There was no easy way to achieve this via fields on comments, so I didn't implement those. We can add them though, to additionally mark comments as a review of some sort.
5. In 'Components' field I added only the values for the two leadership teams we are appointing + infra.d.o itself for now.
6. The whole tool is saved as a feature in https://drupal.org/project/infrastructure_drupalorg
Comment #5
webchickHere's a blow-by-blow of my testing today... I marked things that I think are blockers to wide-spread use of the tool as "major." These are just my opinions though; it's more important what works for the people actually working on Drupal.org.
General, "getting to this page":
- Major I had no idea how to get to this page. I see now that it's up at the top in the dark blue navigation that's so small and out of the way that I never, ever look there. Recommend moving it to the sidebar instead, or even making it the home page of infrastructure.drupal.org, since the text that's there could just as easily be "header text" for the view, and then there's a reason to visit this site repeatedly.

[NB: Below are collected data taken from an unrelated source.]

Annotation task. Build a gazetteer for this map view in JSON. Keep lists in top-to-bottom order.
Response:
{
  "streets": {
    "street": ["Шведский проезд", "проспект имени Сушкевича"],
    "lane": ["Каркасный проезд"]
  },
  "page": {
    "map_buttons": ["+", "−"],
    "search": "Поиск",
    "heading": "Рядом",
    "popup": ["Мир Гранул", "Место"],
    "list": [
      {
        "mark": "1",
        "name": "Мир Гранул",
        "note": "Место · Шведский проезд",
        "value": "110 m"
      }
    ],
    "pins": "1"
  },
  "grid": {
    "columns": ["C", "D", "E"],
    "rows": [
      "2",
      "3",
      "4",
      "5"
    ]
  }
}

Change request add form: https://infrastructure.drupal.org/node/add/change-request
- The phrase "Change request" implies that "someone else" is going to do this and you are making a "request" to them to complete it. Not sure that's how we want things set up given the DA staff of 1 developer who has not yet figured out how to either clone himself or bend space and time to create more hours in a week. ;) I would call it "Proposed change" or something more like that.
- Major: "Assigned" field only shows me options of "- Restricted access -" over and over. Should probably remove the field then from people without proper access. (Maybe Conditional Fields can do this?)

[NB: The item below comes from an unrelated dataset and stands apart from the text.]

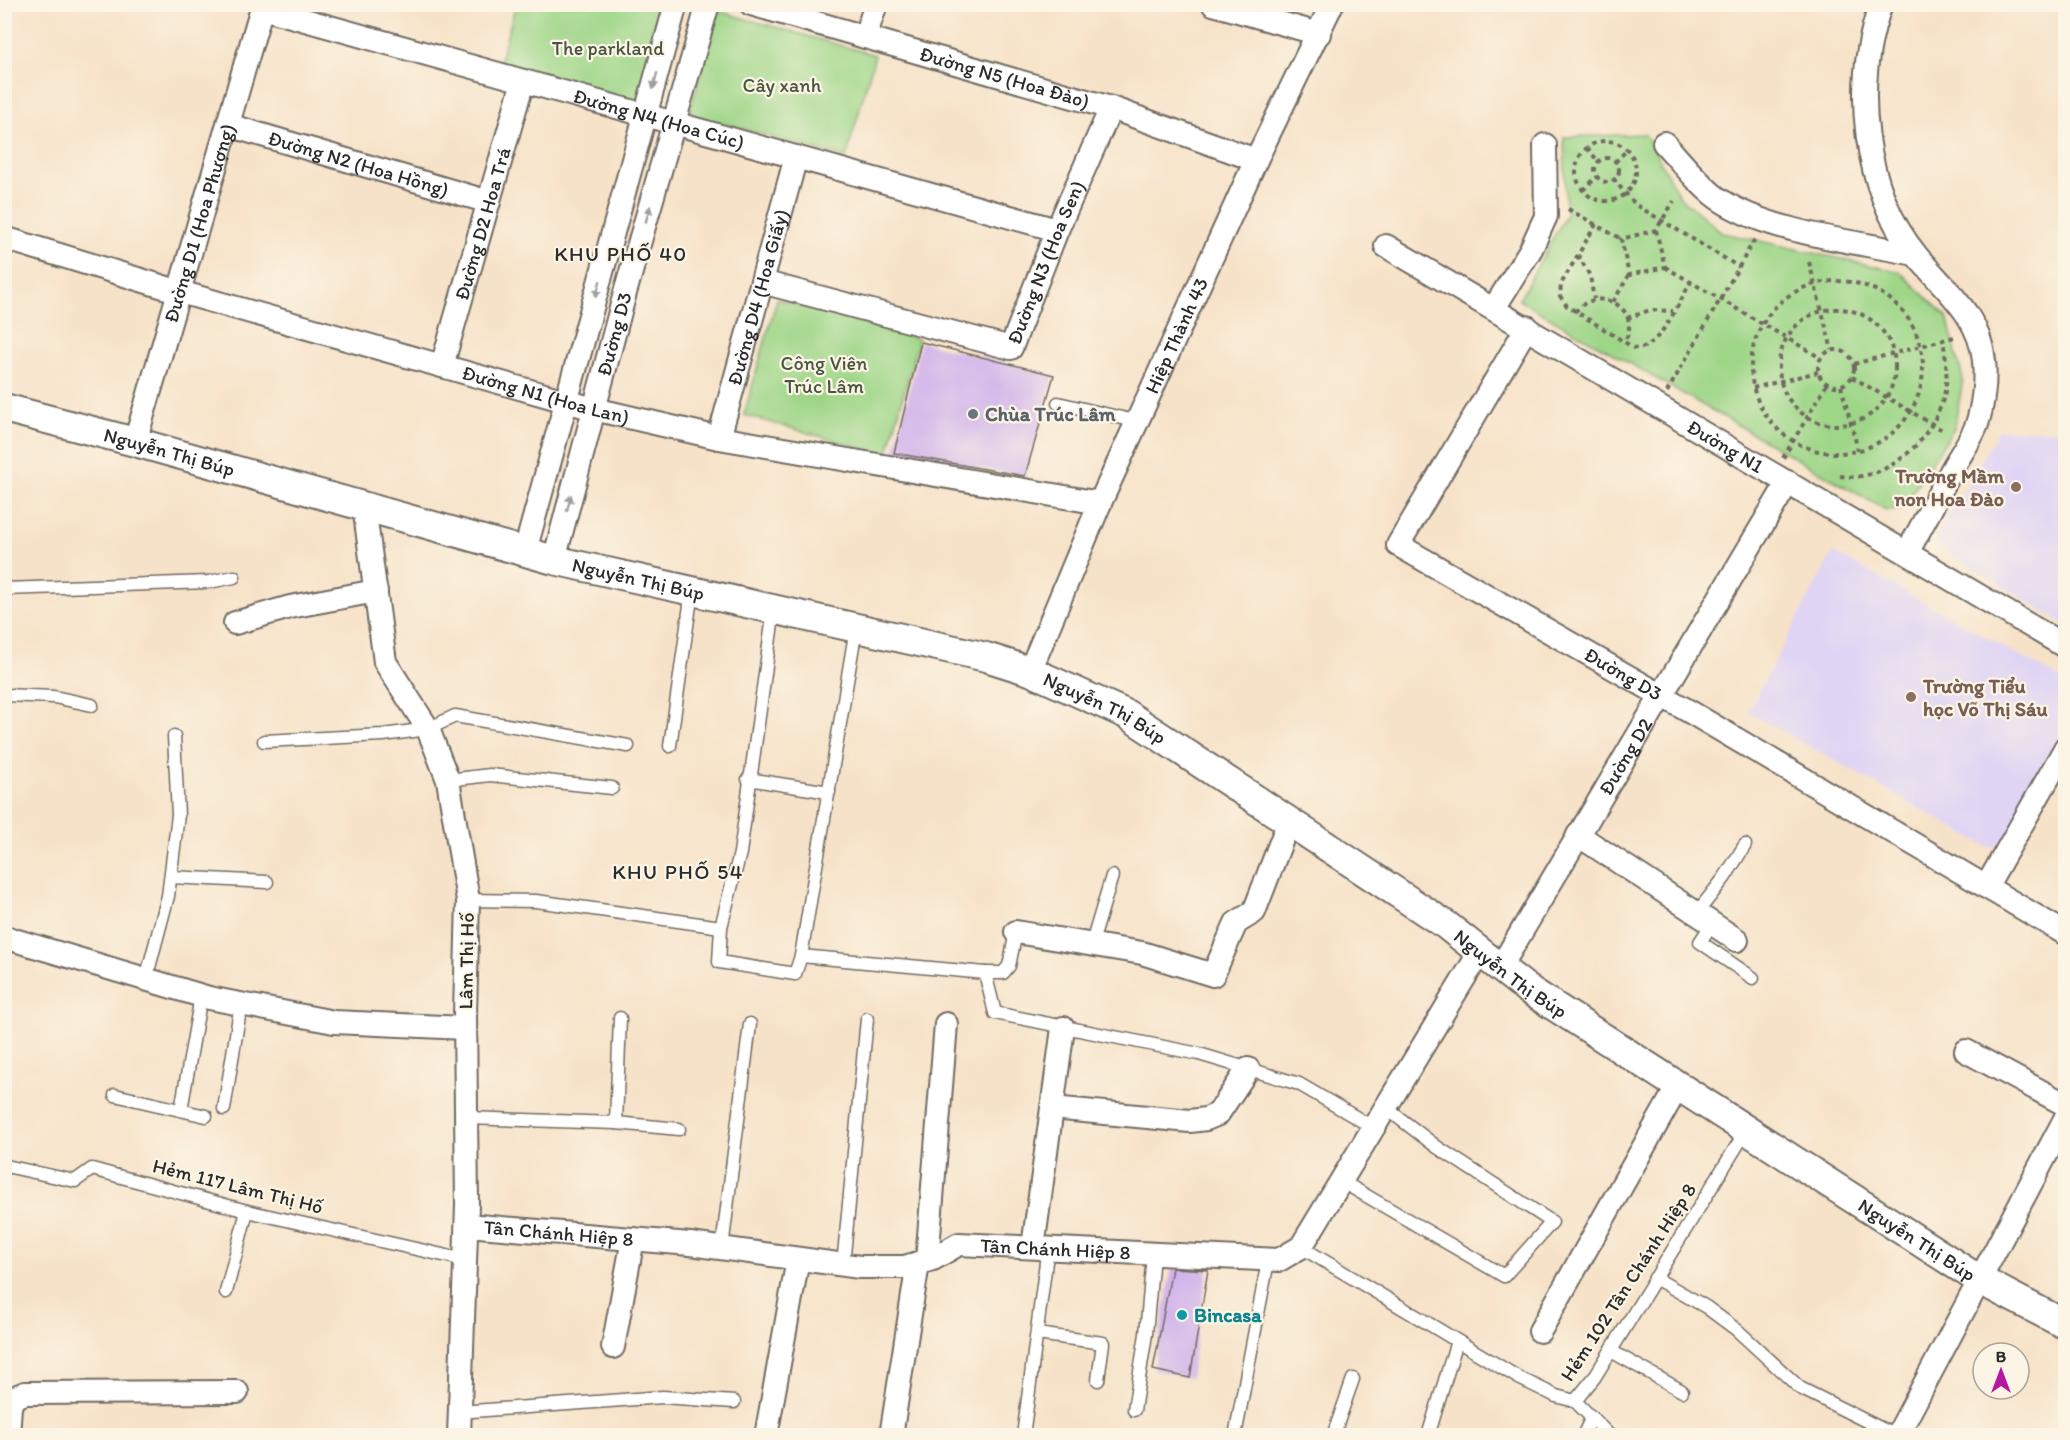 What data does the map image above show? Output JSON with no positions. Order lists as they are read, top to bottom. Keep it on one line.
{"streets":{"street":["Đường N5 (Hoa Đào)","Đường N4 (Hoa Cúc)","Đường N2 (Hoa Hồng)","Đường D1 (Hoa Phượng)","Đường D2 Hoa Trá","Đường N3 (Hoa Sen)","Đường D4 (Hoa Giấy)","Đường D3","Hiệp Thành 43","Đường N1 (Hoa Lan)","Đường N1","Nguyễn Thị Búp","Đường D2","Lâm Thị Hố","Tân Chánh Hiệp 8"],"lane":["Hẻm 117 Lâm Thị Hố","Hẻm 102 Tân Chánh Hiệp 8"]},"crossings":[["Đường N5 (Hoa Đào)","Đường N3 (Hoa Sen)"],["Đường N5 (Hoa Đào)","Hiệp Thành 43"],["Đường N4 (Hoa Cúc)","Đường D1 (Hoa Phượng)"],["Đường N4 (Hoa Cúc)","Đường D2 Hoa Trá"],["Đường N4 (Hoa Cúc)","Đường N3 (Hoa Sen)"],["Đường N4 (Hoa Cúc)","Đường D4 (Hoa Giấy)"],["Đường N4 (Hoa Cúc)","Đường D3"],["Đường N2 (Hoa Hồng)","Đường D1 (Hoa Phượng)"],["Đường N2 (Hoa Hồng)","Đường D2 Hoa Trá"],["Đường D1 (Hoa Phượng)","Đường N1 (Hoa Lan)"],["Đường D1 (Hoa Phượng)","Nguyễn Thị Búp"],["Đường D2 Hoa Trá","Đường N1 (Hoa Lan)"],["Đường N3 (Hoa Sen)","Đường D4 (Hoa Giấy)"],["Đường D4 (Hoa Giấy)","Đường N1 (Hoa Lan)"],["Đường D3","Đường N1 (Hoa Lan)"],["Đường D3","Đường N1"],["Đường D3","Nguyễn Thị Búp"],["Đường D3","Đường D2"],["Hiệp Thành 43","Đường N1 (Hoa Lan)"],["Hiệp Thành 43","Nguyễn Thị Búp"],["Đường N1","Đường D2"],["Nguyễn Thị Búp","Đường D2"],["Nguyễn Thị Búp","Lâm Thị Hố"],["Nguyễn Thị Búp","Hẻm 102 Tân Chánh Hiệp 8"],["Lâm Thị Hố","Hẻm 117 Lâm Thị Hố"],["Lâm Thị Hố","Tân Chánh Hiệp 8"],["Tân Chánh Hiệp 8","Hẻm 102 Tân Chánh Hiệp 8"]],"districts":["KHU PHỐ 40","KHU PHỐ 54"],"parks":["The parkland","Cây xanh","Công Viên Trúc Lâm"],"places":["Chùa Trúc Lâm","Trường Mầm non Hoa Đào","Trường Tiểu học Võ Thị Sáu","Bincasa"],"north":"top"}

- I'm able to move my change request directly to any stage in the drop-down. Maybe this is fine (especially since many of these things *are* "under development" atm rather than in ideation phase), but I wonder if we need some docs that the field description links to to explain what each of these phases mean and how an issue moves from one to another.
- "Primary initiator" is a weird phrase. :) Maybe "Request coming from" or something? And it seems like we could do with some help text that explains what people are supposed to select here when and why/how this information is used.
- "Dev Tools: Project" seems like a pretty big bucket; I would probably have split out at least issue queue + project. I guess though the thinking here is that's where we have a tech lead, so that's where it goes.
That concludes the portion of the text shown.